Ingredients (serves 6)

250 g flour (00)
250 g flour (Manitoba)
130 grams of milk
60 grams of sugar (Granulated)
2 eggs (Whole)
20 grams of olive oil (Extra virgin)
150 g butter (Softened)
1 pinch of salt
25 g of yeast (fresh)

To Brush:

1 egg (The yolk)
1 tablespoon milk

Tools used

Mold for Plumcake


Preparation

    To prepare brioche started to put the flour with the sugar and salt in a bowl, add the warm milk in which you have dissolved the yeast; started to work and add the eggs.
    Pan Brioche
    Pan Brioche
    still work to incorporate the egg mixture, then add the finally olioed the butter at room temperature (should be very soft).
    Pan Brioche
    Pan Brioche
    When the dough is smooth and compact, form a ball and put it in a bowl to rise, in a protected place, until doubled in volume (it will take about 3 hours).
    Pan Brioche
    Pan Brioche
    At this point you can proceed in two ways: 1) take the dough, deflate it and place it in a greased loaf pan mold where it let stand 1 hour or more, until doubled. Or take the dough, divide it into three equal pieces, formed of small sausages of about 30cm and annodateli each other to form a braid.

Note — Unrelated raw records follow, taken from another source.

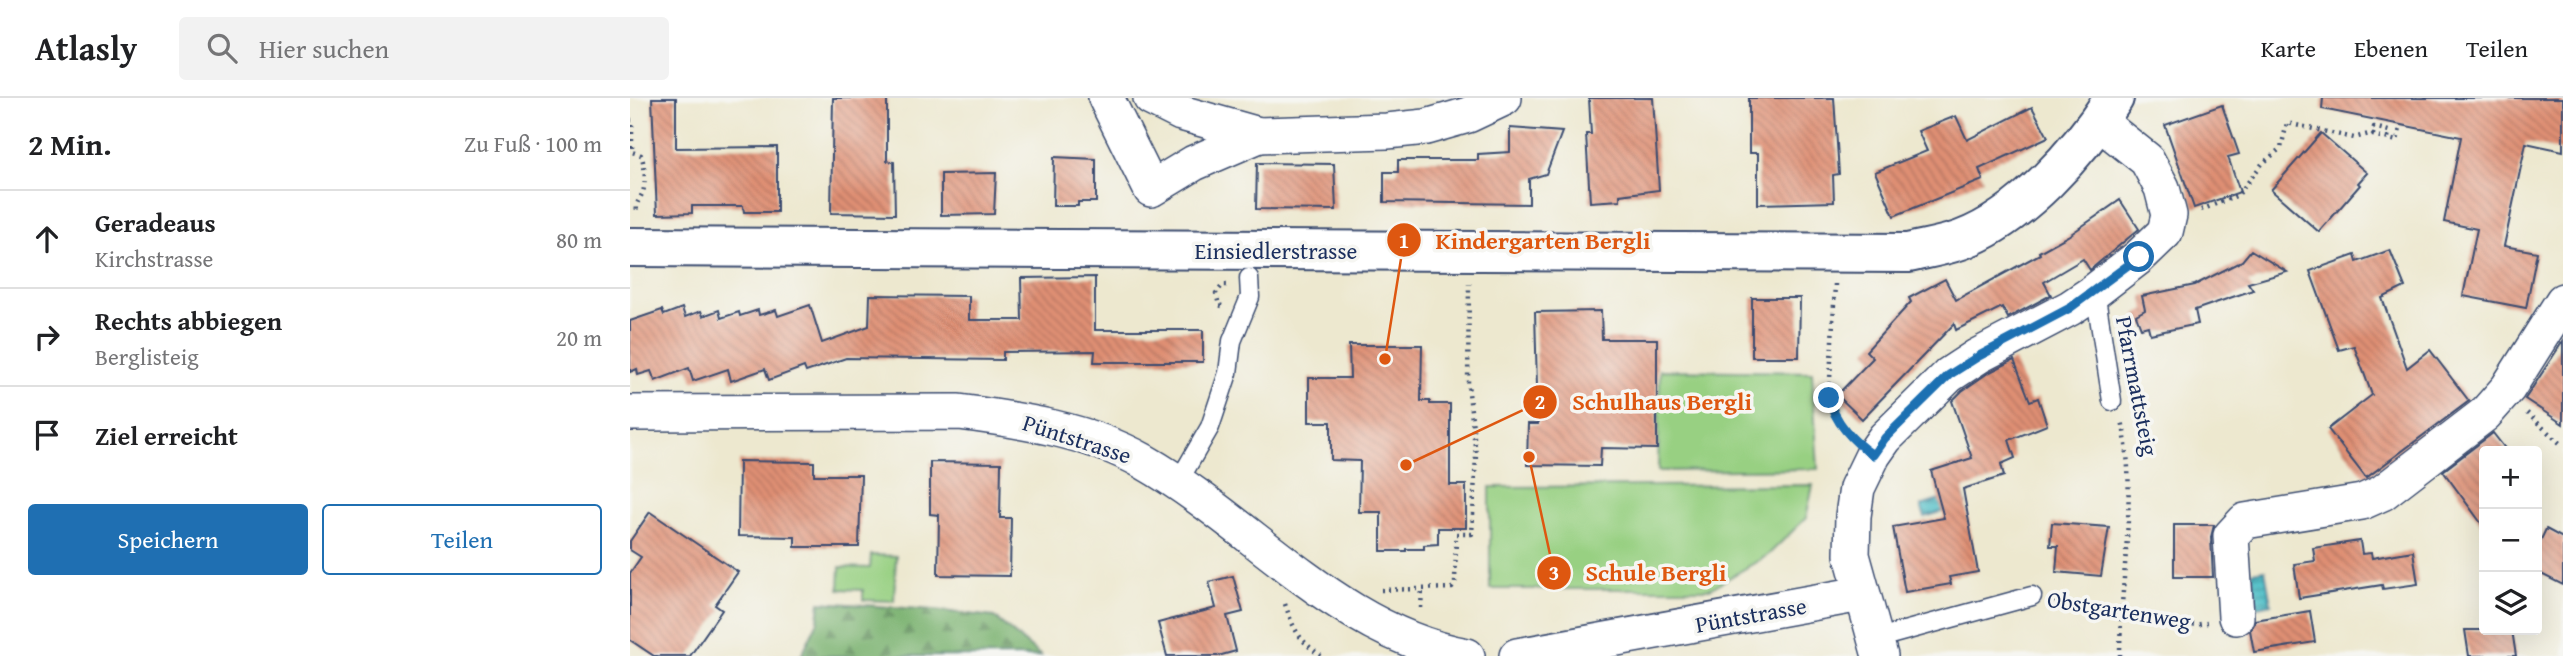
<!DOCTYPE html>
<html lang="de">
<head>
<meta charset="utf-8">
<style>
  :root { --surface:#fff; --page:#f2f2f2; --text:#202124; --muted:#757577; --line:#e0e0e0; --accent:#1f6fb2 }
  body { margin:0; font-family:"Gentium Book Plus",serif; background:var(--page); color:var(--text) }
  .controls { position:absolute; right:21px; bottom:21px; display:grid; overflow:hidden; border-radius:7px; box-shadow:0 7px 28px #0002 }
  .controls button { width:63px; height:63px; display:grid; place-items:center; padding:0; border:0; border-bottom:2px solid var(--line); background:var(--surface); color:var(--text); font:35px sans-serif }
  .stop { position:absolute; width:21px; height:21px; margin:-16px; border:5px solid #1f6fb2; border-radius:50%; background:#fff }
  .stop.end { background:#1f6fb2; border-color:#fff; box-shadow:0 2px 7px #0008 }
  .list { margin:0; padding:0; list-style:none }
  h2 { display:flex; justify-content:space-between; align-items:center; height:91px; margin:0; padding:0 28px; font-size:30px }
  h2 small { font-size:23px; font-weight:400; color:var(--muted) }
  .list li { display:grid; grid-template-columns:46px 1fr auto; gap:21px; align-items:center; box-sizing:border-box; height:98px; padding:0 28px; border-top:2px solid var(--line) }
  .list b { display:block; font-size:26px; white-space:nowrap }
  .list p { margin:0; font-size:23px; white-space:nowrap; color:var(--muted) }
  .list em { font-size:23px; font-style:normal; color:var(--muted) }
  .actions { display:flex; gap:14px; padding:21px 28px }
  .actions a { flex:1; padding:16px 0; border:2px solid var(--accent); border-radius:7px; text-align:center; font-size:24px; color:var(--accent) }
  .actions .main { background:var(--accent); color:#fff }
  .icon { flex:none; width:38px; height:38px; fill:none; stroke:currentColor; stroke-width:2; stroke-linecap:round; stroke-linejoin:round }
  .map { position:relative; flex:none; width:1933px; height:558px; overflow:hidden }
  header { display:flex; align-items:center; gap:42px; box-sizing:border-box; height:98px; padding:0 35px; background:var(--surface); border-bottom:2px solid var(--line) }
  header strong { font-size:33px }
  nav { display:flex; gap:38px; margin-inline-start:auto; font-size:24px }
  .search { width:490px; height:63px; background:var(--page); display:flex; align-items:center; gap:18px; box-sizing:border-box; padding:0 24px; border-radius:7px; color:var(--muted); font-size:26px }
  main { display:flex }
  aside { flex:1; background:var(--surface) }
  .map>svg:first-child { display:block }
  .forest { fill:url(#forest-firs); stroke:#4a7067; stroke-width:2 }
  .green { fill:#98d082; stroke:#5a8070; stroke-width:2 }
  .water { fill:url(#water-rules); stroke:#367792; stroke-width:2 }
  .building { fill:url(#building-back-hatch) }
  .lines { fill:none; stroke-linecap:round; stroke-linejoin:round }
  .service-casing { stroke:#3a4b6f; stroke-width:21 }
  .minor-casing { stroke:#3a4b6f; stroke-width:38 }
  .secondary-casing { stroke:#3a4b6f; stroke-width:42 }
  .path { stroke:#3a4b6f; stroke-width:4.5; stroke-dasharray:2 5; stroke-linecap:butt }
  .service { stroke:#fff; stroke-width:18 }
  .minor { stroke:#fff; stroke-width:35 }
  .secondary { stroke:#fff; stroke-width:38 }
  .route { stroke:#1f6fb2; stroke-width:9 }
  .labels { text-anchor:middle; stroke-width:7; stroke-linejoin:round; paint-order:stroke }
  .street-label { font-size:23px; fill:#1b2f5e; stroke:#f6f6f2 }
  .leader { fill:none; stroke:#de5710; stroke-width:2.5 }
  .callout-dot { fill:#de5710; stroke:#f6f6f2; stroke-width:2.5 }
  .mark-label { font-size:21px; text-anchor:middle; font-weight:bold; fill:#fff }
  .callout-label { font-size:24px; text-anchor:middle; font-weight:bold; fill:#de5710; stroke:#f6f6f2; stroke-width:7; stroke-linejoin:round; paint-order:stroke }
</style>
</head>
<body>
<header>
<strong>Atlasly</strong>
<div class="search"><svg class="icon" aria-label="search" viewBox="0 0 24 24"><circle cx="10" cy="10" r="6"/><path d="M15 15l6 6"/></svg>Hier suchen</div>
<nav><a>Karte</a><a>Ebenen</a><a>Teilen</a></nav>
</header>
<main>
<aside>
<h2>2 Min.<small>Zu Fuß · 100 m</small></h2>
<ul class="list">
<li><svg class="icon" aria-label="ahead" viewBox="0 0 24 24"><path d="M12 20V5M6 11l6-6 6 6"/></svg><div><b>Geradeaus</b><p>Kirchstrasse</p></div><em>80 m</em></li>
<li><svg class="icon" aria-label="right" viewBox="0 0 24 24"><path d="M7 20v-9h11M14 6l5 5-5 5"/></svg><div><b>Rechts abbiegen</b><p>Berglisteig</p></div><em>20 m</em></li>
<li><svg class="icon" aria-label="arrive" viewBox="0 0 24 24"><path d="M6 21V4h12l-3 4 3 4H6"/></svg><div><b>Ziel erreicht</b></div></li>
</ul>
<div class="actions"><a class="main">Speichern</a><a>Teilen</a></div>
</aside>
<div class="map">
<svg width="1933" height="558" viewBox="0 0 1933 558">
  <defs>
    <pattern id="forest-firs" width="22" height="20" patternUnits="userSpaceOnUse" patternTransform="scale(1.75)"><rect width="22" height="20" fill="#7ab270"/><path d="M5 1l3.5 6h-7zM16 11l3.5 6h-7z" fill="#63915f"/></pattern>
    <pattern id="water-rules" width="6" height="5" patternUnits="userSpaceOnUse" patternTransform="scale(1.75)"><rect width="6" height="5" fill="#51bfc7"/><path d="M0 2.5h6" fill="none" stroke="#429ca5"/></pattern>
    <pattern id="building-back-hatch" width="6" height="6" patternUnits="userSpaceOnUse" patternTransform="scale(1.75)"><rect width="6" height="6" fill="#df8f73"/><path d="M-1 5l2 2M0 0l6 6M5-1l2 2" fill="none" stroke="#b47562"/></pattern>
  </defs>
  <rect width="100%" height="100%" fill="#f6f6f2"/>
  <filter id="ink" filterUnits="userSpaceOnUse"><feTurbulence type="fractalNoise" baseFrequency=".0143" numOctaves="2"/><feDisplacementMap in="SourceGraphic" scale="14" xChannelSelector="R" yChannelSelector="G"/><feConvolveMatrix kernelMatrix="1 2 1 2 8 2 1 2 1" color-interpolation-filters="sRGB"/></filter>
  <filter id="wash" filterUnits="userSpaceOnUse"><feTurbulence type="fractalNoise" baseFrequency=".00686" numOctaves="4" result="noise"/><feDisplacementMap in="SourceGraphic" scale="28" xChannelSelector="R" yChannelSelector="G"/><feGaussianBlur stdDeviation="1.57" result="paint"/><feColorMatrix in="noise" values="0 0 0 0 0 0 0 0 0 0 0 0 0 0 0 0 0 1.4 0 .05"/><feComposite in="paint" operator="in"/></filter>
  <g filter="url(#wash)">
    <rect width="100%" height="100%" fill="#ede8cf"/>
    <!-- forest -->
    <path class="forest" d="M190,504L304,512L364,519L411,558H171L188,523Z"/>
    <!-- green -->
    <g class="green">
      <path d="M1030,272L1182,274L1188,371L1028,373Z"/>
      <path d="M1183,387L1176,420L1138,457L1080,491H860V389Z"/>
      <path d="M241,457L266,458L264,503L233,502V492L209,491L210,469L240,470Z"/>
    </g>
    <!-- water -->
    <g class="water">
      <path d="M1332,395L1336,406L1295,419L1291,408Z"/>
      <path d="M1635,472L1641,506L1627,509L1622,474Z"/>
    </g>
    <g id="blocks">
      <!-- building -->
      <g class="building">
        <path d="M22,0H46V50L147,49V114H114L113,108H62V115L27,116Z"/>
        <path d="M203,0H257V63L264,64L265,116L201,115Z"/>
        <path d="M959,0H1023L1029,92L990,97V102L960,104L956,36H961Z"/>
        <path d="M1119,0H1204L1209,76L1203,77L1204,104L1128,106V55H1119Z"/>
        <path d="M1693,0H1933V53L1896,45L1874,148L1907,154L1896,210L1833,198L1847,131L1814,124L1831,39L1692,11Z"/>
        <path d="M1592,7L1609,56L1598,59L1610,94L1564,110L1535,27Z"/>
        <path d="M1402,9L1418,39L1349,71L1353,82L1264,118L1245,74L1297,53L1288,33L1326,18L1337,42Z"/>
        <path d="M880,30L932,34L916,76L899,81V106L754,104V74H768V62H848V56L880,54Z"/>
        <path d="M1691,35L1737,75L1728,85L1730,87L1689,134L1641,92Z"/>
        <path d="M424,59L466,61V104H448V108H423Z"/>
        <path d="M627,65L704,66L706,112L626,111Z"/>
        <path d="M366,75L364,116L311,117V76Z"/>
        <path d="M1490,102L1509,131L1460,172L1453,161L1414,184L1421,197L1378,220L1372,209L1326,232L1324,226L1232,321L1207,297L1243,260L1236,253L1281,204L1279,200L1315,181L1326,202L1410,156L1409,154L1438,138Z"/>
        <path d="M1621,152L1657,174L1618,185L1623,192L1565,212L1568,226L1520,236L1518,228L1511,230L1506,217L1515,212L1512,198L1565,187L1612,163Z"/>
        <path d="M1760,152L1775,189L1752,200L1777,270L1800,252L1839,303L1736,380L1698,331L1742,297L1724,248L1709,252L1680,173L1725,157L1727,164Z"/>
        <path d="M465,179V232H573V264H464L465,253L373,254V262L216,260L176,274L174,269L139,282L135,271L101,283L98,271L63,283L59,270L25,283L21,273L8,277L7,271L0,274V223L32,212L34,217L52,210L55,219L71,213L73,218L89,212L91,220L109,214L110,218L128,212L129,217L146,212L148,218L180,207L192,245L239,228L240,197L339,198V222H392L391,180Z"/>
        <path d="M1122,200H1170L1169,259H1122Z"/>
        <path d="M971,213L972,241H1027V351L971,350L970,368L897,367L898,326H908L905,214Z"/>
        <path d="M1933,243V326L1895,301Z"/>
        <path d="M719,247H792L791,303H800V306H820V387H836V430H808V446L794,447V451H776V453H751V414H729L730,363L701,362V324H679V280H720Z"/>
        <path d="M1384,262L1400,303L1408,300L1417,327L1379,342L1385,360L1371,366L1374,378L1333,391L1348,474L1319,479L1321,486L1275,494L1263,429L1314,420L1301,373L1342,360L1322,303L1332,293L1358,275Z"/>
        <path d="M1863,335L1877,353H1854V429L1813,373Z"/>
        <path d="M109,363L184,364V377H231L229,449H165V439L108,438Z"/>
        <path d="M300,364L371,365L370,420H381L380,478L308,477L309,417L300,416Z"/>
        <path d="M20,414L108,474L85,507L92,512L60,558H24L0,542V475L11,459L0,452V443Z"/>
        <path d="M1422,425L1479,429L1471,478L1426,474L1428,448H1420Z"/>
        <path d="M1544,427H1584L1581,439L1583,479H1544Z"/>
        <path d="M1916,431L1933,440V487L1907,474V450Z"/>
        <path d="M1730,443L1732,456L1741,455L1742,460L1783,453L1788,486L1753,491L1752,487L1669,500L1664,466L1685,463L1683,450Z"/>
        <path d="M603,478L613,514L597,518L606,553L588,558H537L528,525L586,510L579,484Z"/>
        <path d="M1680,513L1685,544L1624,554L1620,532L1625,522Z"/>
        <path d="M1835,532H1882L1886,558H1839Z"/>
      </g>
    </g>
  </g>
  <g filter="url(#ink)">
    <use href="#blocks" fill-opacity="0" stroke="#3a4b6f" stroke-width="2"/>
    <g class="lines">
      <!-- service casing -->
      <g class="service-casing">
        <g id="service">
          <path d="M1461,196L1467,206L1482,303"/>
          <path d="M547,386L580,329L598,275L602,243L620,199L619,180"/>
          <path d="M1245,541L1402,498"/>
        </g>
      </g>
      <!-- minor casing -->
      <g class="minor-casing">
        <g id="minor">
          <path d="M476,0L521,91L564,65L629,37"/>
          <path d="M521,0L551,15L629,37L757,33L796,29L838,17L874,0"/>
          <path d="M0,315L329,314C390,322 458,332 513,363C622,425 709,535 837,558"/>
          <path d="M1606,519L1601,438L1615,423L1732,404L1752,395L1855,316L1878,290L1933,203"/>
          <path d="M887,558L1231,496"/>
          <path d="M1250,558L1222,457L1223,418L1227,390L1243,357L1255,340L1319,277L1348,258L1440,210L1461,196L1509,159L1535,134L1539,117L1532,90L1517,62L1469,24"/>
        </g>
      </g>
      <!-- secondary casing -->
      <g class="secondary-casing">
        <path id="secondary" d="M0,149L1278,155C1295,151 1314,148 1331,142C1391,120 1450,53 1484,0"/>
      </g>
      <!-- path -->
      <g class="path">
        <path d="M0,22H2V54L11,57C15,67 16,84 13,94C8,105 6,103 7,116"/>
        <path d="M1743,37L1744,29L1759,33L1758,40"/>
        <path d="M1571,112L1608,97L1632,66L1651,50L1657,25L1724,40L1739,36L1767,43L1771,27"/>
        <path d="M1205,186L1199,300L1202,314L1219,335"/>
        <path d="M592,208L589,207L586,195L593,187H597"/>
        <path d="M1897,315L1933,348"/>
        <path d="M751,492L822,490L825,485L826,436H842L846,357L838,286L839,185"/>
        <path d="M1424,503L1490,517L1565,527L1577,525"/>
        <path d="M655,506C664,532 668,541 691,558"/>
        <path d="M791,510L792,491"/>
        <path d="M1490,558C1490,479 1508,400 1492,322"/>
      </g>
      <!-- service -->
      <use href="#service" class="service"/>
      <!-- minor -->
      <use href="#minor" class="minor"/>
      <!-- secondary -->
      <use href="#secondary" class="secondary"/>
    </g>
  </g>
  <g class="lines" filter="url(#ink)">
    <!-- route -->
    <path class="route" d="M1199,300C1204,323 1223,344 1243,357L1255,340L1319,277L1349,258L1440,210L1509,159"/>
  </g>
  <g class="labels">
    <!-- street labels -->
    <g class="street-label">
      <text x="646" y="161">Einsiedlerstrasse</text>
      <text transform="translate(1507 288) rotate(79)" y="8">Pfarrmattsteig</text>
      <text transform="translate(447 341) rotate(18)" y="8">Püntstrasse</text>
      <text transform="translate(1489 512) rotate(9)" y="8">Obstgartenweg</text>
      <text transform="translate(1121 517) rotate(-10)" y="8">Püntstrasse</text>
    </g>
  </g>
  <!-- callouts -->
  <path class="leader" d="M755 261L774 142M776 367L910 304M899 359L924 475"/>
  <g class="callout-dot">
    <circle cx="755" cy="261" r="7"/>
    <circle cx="776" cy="367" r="7"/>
    <circle cx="899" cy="359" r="7"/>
    <circle cx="774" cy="142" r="18"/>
    <circle cx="910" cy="304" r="18"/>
    <circle cx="924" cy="475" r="18"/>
  </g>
  <g class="mark-label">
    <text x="774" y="150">1</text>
    <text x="910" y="311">2</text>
    <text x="924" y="482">3</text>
  </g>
  <g class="callout-label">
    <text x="913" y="151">Kindergarten Bergli</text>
    <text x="1032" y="312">Schulhaus Bergli</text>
    <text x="1026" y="483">Schule Bergli</text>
  </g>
</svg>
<div class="controls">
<button>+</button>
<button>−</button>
<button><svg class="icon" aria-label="layers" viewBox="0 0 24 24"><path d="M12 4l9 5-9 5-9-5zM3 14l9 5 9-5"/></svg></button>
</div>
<div class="stop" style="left:1509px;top:159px"></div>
<div class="stop end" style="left:1199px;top:300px"></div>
</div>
</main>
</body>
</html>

Put the braid in the mold greased loaf pan and let stand for until doubled.
    Pan Brioche
    Pan Brioche
    Then brush the brioche with beaten egg yolk together with a milk cuccihiaio and bake in preheated oven at 180 degrees for 30 minutes.
    The baked brioche pan and let it cool in his ultimately die before throw.
    Pan Brioche
    Your brioche is ready for breakfast!
    Pan Brioche
    Pan Brioche

You might also be interested in reading how to do Sweet Bread with Thermomix.

Author's tips

Marianna Pascarella

To keep the surface of the pan brioche beautiful shiny and soft you can brush it with a little 'milk after it is warmed, then letting it cool completely covered by a towel.